## PROBLEM TO SOLVE
For each line below that holds "column", return the line as it stands.
::: SOURCE MATERIAL
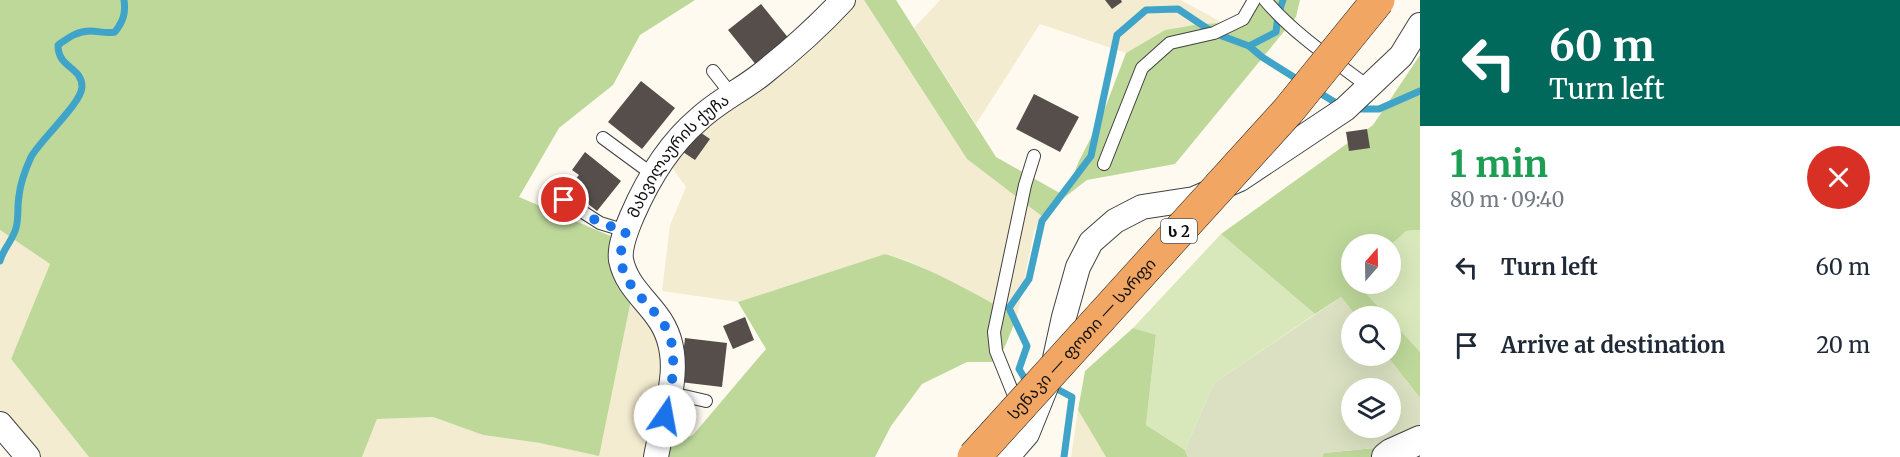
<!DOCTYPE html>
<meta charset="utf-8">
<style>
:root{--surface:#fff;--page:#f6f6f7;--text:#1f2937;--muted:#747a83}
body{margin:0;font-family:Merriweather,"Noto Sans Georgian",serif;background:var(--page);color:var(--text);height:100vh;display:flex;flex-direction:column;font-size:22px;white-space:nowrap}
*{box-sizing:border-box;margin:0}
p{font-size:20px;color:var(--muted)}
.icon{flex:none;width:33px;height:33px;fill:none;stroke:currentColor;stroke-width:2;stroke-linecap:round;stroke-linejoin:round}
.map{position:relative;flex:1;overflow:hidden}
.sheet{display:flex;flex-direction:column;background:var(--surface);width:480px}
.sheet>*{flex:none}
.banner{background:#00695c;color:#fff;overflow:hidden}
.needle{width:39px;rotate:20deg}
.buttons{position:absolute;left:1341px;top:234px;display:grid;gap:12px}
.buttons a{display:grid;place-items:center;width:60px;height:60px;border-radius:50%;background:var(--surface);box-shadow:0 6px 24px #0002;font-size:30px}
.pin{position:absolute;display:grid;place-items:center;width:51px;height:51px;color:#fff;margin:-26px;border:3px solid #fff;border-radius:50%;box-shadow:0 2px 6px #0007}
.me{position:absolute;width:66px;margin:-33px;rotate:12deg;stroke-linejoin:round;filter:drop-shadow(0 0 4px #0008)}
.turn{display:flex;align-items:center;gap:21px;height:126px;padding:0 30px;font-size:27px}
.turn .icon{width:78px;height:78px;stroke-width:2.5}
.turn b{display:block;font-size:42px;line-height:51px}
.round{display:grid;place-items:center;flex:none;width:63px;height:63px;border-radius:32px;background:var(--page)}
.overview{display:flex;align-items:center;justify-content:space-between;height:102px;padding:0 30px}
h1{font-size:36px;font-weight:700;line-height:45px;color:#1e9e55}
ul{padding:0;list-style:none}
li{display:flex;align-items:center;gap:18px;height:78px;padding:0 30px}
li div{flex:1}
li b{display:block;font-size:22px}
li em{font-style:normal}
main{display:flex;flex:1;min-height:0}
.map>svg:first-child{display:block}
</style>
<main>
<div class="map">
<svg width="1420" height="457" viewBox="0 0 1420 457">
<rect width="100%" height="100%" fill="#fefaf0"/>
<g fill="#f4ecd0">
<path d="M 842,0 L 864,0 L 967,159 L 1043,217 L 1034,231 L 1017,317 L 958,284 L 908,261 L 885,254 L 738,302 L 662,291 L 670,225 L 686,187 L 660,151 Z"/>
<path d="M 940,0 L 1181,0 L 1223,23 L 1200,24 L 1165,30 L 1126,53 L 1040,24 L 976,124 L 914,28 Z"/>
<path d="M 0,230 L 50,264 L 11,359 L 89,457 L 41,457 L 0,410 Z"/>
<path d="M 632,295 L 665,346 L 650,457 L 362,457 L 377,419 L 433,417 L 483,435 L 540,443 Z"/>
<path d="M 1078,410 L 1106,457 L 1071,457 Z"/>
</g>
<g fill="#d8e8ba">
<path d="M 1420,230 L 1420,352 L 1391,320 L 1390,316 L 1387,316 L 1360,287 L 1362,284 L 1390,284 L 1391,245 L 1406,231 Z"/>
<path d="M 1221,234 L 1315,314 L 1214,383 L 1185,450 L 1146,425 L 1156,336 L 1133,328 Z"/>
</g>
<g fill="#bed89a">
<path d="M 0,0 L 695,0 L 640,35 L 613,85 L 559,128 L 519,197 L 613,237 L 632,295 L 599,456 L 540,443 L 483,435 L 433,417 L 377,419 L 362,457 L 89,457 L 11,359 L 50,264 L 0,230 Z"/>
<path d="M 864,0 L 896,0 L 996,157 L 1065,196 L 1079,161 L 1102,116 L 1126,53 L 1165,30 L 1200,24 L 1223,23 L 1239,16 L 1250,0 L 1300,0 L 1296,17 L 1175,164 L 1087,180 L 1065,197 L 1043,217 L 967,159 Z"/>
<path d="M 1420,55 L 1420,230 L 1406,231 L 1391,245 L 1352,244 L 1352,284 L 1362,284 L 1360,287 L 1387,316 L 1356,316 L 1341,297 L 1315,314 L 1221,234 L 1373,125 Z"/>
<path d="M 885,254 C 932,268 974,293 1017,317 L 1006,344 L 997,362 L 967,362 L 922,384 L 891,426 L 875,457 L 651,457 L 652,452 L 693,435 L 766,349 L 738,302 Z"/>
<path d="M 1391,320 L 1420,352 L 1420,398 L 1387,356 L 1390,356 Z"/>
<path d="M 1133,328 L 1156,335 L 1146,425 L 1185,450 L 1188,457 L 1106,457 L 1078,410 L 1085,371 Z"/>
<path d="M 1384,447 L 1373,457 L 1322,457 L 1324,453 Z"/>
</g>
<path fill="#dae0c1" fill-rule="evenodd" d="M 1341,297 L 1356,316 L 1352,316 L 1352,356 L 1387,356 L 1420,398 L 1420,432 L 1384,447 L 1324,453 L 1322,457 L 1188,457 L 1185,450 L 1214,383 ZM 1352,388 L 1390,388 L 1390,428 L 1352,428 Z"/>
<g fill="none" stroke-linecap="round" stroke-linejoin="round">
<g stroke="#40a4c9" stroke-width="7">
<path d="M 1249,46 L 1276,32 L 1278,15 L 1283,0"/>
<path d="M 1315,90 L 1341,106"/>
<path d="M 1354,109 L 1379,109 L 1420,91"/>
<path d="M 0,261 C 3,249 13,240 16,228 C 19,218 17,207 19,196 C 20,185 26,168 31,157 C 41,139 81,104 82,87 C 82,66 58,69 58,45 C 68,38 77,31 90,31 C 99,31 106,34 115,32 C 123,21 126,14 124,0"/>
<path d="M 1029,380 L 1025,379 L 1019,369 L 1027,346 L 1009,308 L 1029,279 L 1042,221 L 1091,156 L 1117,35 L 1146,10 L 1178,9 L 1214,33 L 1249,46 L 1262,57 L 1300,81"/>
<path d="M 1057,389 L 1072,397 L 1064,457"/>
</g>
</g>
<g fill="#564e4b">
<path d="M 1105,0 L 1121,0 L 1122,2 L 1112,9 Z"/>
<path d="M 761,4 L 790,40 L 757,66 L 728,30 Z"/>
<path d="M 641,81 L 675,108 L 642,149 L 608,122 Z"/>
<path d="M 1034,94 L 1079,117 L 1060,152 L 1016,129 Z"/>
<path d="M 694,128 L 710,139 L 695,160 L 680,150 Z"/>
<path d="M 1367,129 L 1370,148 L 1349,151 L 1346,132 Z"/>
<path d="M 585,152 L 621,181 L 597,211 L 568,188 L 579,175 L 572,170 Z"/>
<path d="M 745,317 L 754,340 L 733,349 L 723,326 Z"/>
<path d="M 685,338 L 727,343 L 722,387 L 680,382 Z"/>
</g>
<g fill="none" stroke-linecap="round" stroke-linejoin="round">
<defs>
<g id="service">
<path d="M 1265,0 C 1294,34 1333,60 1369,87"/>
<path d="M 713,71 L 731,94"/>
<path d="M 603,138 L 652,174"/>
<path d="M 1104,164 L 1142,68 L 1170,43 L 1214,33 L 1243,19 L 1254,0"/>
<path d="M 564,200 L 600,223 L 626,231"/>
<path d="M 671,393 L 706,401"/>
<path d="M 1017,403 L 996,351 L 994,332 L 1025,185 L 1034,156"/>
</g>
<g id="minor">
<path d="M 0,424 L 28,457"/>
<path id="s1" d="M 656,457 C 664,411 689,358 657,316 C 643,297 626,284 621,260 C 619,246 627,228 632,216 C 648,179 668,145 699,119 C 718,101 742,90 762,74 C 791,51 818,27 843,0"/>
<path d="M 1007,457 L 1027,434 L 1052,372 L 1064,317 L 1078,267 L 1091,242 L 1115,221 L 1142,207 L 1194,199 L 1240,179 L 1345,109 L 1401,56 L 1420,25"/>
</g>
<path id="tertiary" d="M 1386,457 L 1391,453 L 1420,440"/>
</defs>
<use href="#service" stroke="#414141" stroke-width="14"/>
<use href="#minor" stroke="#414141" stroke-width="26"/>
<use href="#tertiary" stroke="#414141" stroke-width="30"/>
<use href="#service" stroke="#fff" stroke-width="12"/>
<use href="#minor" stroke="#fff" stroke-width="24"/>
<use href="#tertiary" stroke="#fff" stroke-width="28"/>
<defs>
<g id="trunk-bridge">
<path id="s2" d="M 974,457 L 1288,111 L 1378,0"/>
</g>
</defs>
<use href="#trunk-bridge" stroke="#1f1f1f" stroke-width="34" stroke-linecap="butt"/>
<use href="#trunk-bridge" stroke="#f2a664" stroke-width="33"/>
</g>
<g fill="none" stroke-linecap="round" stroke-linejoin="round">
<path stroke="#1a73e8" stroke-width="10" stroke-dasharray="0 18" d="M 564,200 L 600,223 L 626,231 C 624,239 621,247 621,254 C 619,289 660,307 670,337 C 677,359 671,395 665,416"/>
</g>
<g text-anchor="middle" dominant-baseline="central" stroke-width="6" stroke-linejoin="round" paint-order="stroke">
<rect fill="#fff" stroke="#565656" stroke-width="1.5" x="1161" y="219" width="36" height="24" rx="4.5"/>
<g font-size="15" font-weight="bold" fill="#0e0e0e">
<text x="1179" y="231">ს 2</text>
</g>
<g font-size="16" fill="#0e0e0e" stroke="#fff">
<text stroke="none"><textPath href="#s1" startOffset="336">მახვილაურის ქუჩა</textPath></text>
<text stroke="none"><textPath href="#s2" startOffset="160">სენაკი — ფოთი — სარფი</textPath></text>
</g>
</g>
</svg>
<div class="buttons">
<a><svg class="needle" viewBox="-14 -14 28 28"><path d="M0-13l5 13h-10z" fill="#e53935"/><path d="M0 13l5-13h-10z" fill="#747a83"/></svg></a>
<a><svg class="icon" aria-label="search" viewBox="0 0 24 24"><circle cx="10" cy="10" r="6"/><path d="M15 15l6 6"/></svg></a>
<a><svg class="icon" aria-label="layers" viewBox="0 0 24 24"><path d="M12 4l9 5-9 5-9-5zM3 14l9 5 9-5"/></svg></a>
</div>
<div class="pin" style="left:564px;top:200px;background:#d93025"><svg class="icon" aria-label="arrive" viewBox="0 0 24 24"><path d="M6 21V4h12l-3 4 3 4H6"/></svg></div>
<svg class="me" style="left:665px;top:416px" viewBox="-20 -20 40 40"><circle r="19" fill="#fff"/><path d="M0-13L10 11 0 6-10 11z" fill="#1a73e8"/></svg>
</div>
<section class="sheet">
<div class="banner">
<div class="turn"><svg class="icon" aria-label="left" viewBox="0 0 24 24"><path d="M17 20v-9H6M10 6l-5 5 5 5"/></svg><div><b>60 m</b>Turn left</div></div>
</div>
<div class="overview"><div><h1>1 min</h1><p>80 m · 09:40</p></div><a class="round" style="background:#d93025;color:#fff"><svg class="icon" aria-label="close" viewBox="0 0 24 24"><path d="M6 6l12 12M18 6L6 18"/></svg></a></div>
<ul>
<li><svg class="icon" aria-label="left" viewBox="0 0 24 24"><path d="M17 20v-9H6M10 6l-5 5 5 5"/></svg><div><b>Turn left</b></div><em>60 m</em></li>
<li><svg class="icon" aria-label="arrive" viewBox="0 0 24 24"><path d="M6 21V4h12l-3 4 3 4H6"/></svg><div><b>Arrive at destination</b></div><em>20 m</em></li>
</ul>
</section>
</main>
::::::
::: SOURCE MATERIAL
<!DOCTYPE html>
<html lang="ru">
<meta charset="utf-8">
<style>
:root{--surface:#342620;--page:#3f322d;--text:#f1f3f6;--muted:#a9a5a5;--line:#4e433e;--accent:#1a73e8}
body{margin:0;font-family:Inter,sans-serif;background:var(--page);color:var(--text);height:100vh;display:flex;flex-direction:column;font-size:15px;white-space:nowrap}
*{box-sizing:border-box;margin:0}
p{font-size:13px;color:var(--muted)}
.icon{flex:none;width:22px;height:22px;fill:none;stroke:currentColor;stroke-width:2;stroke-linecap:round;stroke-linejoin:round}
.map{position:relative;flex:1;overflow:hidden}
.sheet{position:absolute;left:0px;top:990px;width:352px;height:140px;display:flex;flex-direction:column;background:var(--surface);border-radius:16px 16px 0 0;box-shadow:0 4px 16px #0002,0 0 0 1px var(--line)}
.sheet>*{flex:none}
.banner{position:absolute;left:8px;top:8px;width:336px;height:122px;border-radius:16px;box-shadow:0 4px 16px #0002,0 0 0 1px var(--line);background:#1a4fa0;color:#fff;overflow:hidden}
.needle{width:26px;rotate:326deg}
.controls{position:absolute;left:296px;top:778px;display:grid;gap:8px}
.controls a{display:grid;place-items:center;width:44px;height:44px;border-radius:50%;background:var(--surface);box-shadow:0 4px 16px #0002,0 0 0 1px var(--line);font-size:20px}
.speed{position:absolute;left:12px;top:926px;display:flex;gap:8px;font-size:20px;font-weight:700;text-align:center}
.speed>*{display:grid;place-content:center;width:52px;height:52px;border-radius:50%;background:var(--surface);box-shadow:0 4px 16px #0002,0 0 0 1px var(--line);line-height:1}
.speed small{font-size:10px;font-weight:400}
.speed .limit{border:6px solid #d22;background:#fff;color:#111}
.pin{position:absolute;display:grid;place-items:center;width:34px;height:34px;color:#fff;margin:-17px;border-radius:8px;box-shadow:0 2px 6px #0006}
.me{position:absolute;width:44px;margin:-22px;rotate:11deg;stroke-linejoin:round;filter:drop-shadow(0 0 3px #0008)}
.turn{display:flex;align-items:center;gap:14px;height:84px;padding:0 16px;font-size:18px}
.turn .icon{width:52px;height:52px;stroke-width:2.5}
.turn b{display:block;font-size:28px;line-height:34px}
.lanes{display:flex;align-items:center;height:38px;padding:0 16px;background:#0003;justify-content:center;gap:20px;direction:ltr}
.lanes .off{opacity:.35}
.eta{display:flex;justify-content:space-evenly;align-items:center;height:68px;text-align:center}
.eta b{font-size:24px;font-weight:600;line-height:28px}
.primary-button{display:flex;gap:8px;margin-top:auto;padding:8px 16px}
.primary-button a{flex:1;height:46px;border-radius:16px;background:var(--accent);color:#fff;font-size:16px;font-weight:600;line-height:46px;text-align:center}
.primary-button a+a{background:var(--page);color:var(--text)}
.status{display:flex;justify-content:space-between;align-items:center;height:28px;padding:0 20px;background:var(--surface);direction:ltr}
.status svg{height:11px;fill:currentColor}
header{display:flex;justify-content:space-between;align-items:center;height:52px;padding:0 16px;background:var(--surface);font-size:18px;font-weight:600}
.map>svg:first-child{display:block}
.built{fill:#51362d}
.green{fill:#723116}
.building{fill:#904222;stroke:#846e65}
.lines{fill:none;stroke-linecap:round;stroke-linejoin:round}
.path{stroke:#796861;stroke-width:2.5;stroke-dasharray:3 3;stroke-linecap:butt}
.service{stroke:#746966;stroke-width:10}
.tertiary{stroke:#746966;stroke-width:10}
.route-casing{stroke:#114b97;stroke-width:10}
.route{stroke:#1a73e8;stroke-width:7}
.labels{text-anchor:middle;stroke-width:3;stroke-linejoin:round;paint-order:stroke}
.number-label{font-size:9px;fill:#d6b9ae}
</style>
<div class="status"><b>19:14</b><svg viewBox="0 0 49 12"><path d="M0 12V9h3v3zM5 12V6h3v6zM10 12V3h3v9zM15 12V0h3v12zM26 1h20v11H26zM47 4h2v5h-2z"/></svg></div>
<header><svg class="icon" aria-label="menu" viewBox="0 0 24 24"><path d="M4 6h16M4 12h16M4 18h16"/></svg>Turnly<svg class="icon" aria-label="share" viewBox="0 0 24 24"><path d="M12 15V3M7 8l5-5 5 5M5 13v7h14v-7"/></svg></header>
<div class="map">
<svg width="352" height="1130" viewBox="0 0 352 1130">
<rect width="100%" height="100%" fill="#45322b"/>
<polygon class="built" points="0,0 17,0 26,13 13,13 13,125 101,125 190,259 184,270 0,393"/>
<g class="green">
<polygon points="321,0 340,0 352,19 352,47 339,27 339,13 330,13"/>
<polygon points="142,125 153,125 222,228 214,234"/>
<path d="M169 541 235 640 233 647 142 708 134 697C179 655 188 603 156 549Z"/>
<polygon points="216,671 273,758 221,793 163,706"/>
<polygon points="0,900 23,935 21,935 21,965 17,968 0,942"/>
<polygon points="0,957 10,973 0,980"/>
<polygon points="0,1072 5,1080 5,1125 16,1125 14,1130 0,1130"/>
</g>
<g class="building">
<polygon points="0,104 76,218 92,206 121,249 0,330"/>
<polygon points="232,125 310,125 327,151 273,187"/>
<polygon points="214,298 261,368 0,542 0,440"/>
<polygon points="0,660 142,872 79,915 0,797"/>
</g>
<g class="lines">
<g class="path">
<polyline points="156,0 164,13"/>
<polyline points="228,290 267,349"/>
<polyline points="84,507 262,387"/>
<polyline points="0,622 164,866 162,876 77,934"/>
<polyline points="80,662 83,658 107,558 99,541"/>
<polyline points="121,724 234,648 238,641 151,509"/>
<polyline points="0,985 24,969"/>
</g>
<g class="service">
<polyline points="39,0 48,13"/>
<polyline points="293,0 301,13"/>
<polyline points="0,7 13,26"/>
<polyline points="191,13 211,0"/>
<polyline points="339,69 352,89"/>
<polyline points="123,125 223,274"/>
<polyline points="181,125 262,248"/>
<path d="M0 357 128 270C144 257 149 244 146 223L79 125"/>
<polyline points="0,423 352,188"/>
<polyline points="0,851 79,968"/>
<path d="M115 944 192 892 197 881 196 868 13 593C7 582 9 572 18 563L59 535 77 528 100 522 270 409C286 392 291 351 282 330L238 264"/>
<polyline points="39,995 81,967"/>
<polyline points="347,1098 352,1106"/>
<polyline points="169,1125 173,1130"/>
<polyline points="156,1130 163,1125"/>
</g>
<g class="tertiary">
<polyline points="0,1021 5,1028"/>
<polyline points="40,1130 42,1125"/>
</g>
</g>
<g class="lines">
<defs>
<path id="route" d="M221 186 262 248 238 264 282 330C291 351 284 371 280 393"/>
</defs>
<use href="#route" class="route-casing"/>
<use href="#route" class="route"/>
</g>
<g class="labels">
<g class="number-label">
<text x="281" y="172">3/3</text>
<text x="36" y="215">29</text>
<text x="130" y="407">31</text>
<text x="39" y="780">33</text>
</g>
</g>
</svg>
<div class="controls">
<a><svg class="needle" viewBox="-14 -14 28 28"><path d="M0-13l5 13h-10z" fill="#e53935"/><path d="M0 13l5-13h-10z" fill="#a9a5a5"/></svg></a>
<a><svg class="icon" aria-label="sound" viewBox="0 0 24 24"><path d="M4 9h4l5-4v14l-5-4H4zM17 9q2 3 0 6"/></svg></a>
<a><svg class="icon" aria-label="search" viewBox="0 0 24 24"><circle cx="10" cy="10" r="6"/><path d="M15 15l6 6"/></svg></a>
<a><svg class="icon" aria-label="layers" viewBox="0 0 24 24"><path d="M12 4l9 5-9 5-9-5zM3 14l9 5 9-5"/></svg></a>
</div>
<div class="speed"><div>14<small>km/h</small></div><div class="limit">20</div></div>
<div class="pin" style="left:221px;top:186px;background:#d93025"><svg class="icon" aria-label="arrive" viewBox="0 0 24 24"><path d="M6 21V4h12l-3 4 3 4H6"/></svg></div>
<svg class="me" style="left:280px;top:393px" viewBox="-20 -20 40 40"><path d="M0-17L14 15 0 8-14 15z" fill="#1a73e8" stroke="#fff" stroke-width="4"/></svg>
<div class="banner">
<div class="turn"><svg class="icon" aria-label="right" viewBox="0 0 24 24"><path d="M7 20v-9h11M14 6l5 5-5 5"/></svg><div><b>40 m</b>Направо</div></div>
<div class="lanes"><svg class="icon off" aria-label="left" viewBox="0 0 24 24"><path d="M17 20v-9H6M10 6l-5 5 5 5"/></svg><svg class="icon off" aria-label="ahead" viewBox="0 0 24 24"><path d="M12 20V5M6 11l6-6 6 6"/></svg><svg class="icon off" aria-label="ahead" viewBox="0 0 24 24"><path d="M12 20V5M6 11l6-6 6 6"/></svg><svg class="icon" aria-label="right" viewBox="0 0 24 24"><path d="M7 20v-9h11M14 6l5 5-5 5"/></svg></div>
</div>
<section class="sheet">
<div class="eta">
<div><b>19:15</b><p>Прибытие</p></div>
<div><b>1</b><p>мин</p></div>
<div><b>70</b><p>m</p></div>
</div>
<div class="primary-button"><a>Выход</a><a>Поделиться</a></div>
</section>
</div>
::::::
## SOLUTION TO THE EXERCISE
body{margin:0;font-family:Merriweather,"Noto Sans Georgian",serif;background:var(--page);color:var(--text);height:100vh;display:flex;flex-direction:column;font-size:22px;white-space:nowrap}
.sheet{display:flex;flex-direction:column;background:var(--surface);width:480px}
body{margin:0;font-family:Inter,sans-serif;background:var(--page);color:var(--text);height:100vh;display:flex;flex-direction:column;font-size:15px;white-space:nowrap}
.sheet{position:absolute;left:0px;top:990px;width:352px;height:140px;display:flex;flex-direction:column;background:var(--surface);border-radius:16px 16px 0 0;box-shadow:0 4px 16px #0002,0 0 0 1px var(--line)}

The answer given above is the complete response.